(Stored data entries)
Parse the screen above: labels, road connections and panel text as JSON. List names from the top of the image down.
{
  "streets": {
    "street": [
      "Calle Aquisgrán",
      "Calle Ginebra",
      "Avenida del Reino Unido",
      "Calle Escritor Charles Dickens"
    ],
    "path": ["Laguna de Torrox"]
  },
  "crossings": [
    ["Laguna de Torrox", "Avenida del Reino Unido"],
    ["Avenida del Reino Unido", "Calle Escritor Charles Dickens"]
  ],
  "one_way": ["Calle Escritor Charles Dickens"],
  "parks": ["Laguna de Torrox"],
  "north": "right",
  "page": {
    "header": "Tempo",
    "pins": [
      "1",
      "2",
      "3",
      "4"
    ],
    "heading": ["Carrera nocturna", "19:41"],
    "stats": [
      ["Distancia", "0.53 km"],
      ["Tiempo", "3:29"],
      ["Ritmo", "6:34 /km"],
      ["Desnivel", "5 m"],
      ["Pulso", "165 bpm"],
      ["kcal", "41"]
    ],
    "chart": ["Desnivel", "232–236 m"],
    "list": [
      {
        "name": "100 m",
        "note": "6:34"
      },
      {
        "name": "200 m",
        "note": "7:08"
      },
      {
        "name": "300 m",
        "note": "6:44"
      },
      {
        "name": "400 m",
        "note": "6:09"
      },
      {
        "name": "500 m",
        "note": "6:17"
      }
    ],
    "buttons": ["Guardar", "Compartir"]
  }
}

### [What the task requires]
Type out the entries again, word for word.

### [Problem solution]
Parse the screen above: labels, road connections and panel text as JSON. List names from the top of the image down.
{
  "streets": {
    "street": [
      "Calle Aquisgrán",
      "Calle Ginebra",
      "Avenida del Reino Unido",
      "Calle Escritor Charles Dickens"
    ],
    "path": ["Laguna de Torrox"]
  },
  "crossings": [
    ["Laguna de Torrox", "Avenida del Reino Unido"],
    ["Avenida del Reino Unido", "Calle Escritor Charles Dickens"]
  ],
  "one_way": ["Calle Escritor Charles Dickens"],
  "parks": ["Laguna de Torrox"],
  "north": "right",
  "page": {
    "header": "Tempo",
    "pins": [
      "1",
      "2",
      "3",
      "4"
    ],
    "heading": ["Carrera nocturna", "19:41"],
    "stats": [
      ["Distancia", "0.53 km"],
      ["Tiempo", "3:29"],
      ["Ritmo", "6:34 /km"],
      ["Desnivel", "5 m"],
      ["Pulso", "165 bpm"],
      ["kcal", "41"]
    ],
    "chart": ["Desnivel", "232–236 m"],
    "list": [
      {
        "name": "100 m",
        "note": "6:34"
      },
      {
        "name": "200 m",
        "note": "7:08"
      },
      {
        "name": "300 m",
        "note": "6:44"
      },
      {
        "name": "400 m",
        "note": "6:09"
      },
      {
        "name": "500 m",
        "note": "6:17"
      }
    ],
    "buttons": ["Guardar", "Compartir"]
  }
}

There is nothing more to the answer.